Teammates Rowan Varty, Keith Robertson and Anthony Haynes share more than a few things in common.

Apart from playing for the Hong Kong sevens team, all grew up in Hong Kong, all attended English Schools Foundation (ESF) schools, all went to university in the UK and all are proud to be from Hong Kong, which they regard as home.

But perhaps the most uniting feature is that all three have an Asian mother and an English father.

The East-West mix is something they feel defines them. As all three see it, they are fortunate to have had the best of both worlds. 'I don't know that if you grew up in Hong Kong as a westerner you'd have quite the same experience,' says Haynes. 'It's an extra dimension in your character. We celebrate all of the Chinese festivals with my mother's family and we look forward to them. We follow the Chinese traditions of the table, such as serving the best part of the suckling pig, the biggest prawn, the plumpest piece of pork or the cheek of the fish to the most honoured or oldest guests. '

Whereas in western cultures, close family involvement is often seen as stifling by the average 20-year-old, in Chinese culture, it's quite the opposite. 'Embracing Chinese traditions like this gives you strength in your character,' says Haynes. 'Whenever I play, I know I have the support of the whole family here. Even if they don't understand rugby, they are always supportive and they understand the close ties that bind a Chinese family.
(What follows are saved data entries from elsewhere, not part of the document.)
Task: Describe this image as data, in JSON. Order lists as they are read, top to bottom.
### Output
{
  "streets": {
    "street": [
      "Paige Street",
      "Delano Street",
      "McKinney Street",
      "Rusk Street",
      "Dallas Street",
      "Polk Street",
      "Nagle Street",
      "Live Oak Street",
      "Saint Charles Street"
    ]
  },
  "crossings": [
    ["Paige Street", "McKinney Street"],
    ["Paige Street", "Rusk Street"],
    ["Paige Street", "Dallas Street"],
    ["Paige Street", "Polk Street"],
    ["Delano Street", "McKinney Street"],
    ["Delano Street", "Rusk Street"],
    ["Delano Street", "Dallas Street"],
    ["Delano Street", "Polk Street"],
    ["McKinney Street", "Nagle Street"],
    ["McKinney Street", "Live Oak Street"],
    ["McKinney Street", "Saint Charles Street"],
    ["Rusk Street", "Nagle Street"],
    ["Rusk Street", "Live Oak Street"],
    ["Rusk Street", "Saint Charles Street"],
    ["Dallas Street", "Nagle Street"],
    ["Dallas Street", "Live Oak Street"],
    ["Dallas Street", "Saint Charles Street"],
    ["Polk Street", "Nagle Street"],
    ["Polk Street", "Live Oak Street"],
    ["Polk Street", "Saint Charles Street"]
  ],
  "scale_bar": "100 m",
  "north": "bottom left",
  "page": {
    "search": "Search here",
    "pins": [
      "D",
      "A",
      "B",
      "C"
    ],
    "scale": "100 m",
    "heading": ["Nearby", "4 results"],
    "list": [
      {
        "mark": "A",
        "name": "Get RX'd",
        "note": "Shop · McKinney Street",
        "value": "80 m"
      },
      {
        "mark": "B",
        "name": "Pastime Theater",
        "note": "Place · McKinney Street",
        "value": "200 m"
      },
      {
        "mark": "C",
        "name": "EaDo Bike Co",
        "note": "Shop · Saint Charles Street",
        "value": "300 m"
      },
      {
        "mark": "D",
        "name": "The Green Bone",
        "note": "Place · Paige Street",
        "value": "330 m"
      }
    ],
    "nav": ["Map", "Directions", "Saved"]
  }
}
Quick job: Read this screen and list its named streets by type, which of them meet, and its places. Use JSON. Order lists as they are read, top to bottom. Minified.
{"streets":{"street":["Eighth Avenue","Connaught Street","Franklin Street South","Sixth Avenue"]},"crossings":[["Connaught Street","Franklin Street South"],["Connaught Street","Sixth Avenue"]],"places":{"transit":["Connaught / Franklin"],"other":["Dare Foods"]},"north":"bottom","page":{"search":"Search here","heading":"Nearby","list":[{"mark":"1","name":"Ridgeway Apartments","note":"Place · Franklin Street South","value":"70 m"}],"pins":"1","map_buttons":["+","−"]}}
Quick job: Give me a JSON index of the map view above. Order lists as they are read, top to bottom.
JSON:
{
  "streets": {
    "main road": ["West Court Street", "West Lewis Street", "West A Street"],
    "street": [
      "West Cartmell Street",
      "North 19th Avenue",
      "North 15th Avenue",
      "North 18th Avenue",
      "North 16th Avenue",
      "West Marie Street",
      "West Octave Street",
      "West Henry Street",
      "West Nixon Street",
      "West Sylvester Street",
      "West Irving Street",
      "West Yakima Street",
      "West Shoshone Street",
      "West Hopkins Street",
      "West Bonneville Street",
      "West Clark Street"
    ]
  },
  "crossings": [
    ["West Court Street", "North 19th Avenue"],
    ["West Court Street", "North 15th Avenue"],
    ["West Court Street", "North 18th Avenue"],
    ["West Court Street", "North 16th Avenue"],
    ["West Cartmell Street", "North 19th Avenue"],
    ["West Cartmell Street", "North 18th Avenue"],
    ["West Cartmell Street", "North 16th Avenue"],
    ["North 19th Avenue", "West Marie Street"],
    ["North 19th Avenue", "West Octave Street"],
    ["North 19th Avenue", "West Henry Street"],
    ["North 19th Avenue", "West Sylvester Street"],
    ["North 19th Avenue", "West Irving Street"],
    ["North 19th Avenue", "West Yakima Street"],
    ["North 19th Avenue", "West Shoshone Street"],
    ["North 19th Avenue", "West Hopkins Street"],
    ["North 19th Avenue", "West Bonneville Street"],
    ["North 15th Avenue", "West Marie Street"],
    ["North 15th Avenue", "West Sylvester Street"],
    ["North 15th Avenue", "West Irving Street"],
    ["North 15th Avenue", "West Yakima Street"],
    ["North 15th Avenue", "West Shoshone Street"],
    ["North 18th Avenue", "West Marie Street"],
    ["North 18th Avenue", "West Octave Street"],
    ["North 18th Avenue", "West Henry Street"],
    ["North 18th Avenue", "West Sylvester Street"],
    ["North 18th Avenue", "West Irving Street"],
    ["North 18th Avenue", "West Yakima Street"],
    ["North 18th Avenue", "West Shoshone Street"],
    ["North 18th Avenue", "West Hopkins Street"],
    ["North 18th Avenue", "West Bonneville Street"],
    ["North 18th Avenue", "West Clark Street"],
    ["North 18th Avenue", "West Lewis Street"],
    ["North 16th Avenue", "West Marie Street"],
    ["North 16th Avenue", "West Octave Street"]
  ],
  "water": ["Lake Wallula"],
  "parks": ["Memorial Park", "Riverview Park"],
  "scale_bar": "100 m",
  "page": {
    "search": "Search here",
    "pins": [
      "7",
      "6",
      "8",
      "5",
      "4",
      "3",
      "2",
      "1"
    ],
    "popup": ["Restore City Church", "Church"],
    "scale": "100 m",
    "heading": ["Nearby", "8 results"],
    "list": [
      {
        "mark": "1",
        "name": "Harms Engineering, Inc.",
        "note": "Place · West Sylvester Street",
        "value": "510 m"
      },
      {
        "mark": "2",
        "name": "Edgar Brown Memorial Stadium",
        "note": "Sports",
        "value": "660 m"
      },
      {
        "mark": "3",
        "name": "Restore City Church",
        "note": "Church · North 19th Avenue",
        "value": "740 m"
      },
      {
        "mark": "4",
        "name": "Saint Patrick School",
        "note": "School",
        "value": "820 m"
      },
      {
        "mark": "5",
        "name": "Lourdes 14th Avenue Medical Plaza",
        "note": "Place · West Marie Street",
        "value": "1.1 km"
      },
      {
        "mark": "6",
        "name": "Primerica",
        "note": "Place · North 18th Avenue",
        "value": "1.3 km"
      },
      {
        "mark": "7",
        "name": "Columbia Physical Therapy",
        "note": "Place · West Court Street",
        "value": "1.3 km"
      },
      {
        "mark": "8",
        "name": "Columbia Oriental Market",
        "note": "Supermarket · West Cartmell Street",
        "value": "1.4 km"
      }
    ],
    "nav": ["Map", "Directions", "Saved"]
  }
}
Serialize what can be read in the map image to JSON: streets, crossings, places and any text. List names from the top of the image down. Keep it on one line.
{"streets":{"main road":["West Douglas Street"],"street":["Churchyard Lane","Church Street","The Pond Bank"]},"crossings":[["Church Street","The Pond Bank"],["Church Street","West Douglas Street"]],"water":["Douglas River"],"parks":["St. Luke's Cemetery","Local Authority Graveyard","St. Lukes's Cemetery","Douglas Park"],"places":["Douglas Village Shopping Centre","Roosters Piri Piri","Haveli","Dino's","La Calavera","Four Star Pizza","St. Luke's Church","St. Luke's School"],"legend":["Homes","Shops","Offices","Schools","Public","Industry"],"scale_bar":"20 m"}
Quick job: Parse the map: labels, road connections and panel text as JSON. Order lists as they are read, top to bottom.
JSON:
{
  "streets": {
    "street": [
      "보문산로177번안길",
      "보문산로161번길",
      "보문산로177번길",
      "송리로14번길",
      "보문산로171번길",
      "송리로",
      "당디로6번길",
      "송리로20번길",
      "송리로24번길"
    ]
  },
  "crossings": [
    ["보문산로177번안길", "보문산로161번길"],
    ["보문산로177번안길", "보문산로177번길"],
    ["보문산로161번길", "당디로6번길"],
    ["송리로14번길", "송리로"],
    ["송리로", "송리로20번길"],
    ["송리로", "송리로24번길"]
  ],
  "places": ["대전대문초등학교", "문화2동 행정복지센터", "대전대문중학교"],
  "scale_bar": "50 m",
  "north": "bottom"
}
'My Cantonese could really do with some work. The Chinese guys in the team all have really good English. At the end of the day, not only do we speak the same language, we all really feel part of Hong Kong and blessed to be from here. This is our home, and we're very proud of that.'

Robertson jokes that one of the many practical benefits of having an Asian parent is that you can be out in the hot Hong Kong sun playing rugby and not worry about sunburn as much as western counterparts.

Robertson grew up in Hong Kong as what is recently termed 'a third culture kid'. His mother is Filipina, his father is English. Growing up in a place that neither parent was originally from doesn't faze any of them. He has 36 first cousins, half of whom live in the US.

Like Varty and Haynes, Robertson says he took his interesting ethnic mix for granted until he went to university. 'There are so many people that you go to school with, play rugby and hang out with in Hong Kong that have parents from different races, you don't really think about it. Then you go to university and everyone says, 'Oh, you're Asian', and you sort of think, 'Well, yeah'.

'I feel just like everyone else here, I feel pretty westernised. But at University in Nottingham, I do find myself gravitating towards people who are Asian or partly Asian - and they to you. Keith and Rowan are at the same uni. We are all considered exotic, I suppose.'

Said Varty: 'All three of us confuse everybody with our accents. In America, they think we're English. In England, they think we're American. People say to us, 'Where did you get those accents?' They really can't pick it.'

Robertson is proud of the fact he and his teammates have come through the Hong Kong rugby pathway. 'I'm a Hong Kong kid through and through. Rowan, Anthony and I plus most of our teammates grew up playing rugby through the Hong Kong system. Really, we're the first generation of players who can say that. We all went to the Sevens for as long as we can remember and have looked up to the players there over the years.'

Even as a youngster, Robertson always had the Hong Kong Sevens in mind, and has ambitions beyond this. 'Whenever I went to the Sevens as a child I knew that I wanted to play for Hong Kong one day. [He is playing his fourth Sevens]. It would be awesome to represent the Hong Kong in the Olympics, too,' says Robertson, who is particularly inspired by China's Johnny Zhang Zhiqiang.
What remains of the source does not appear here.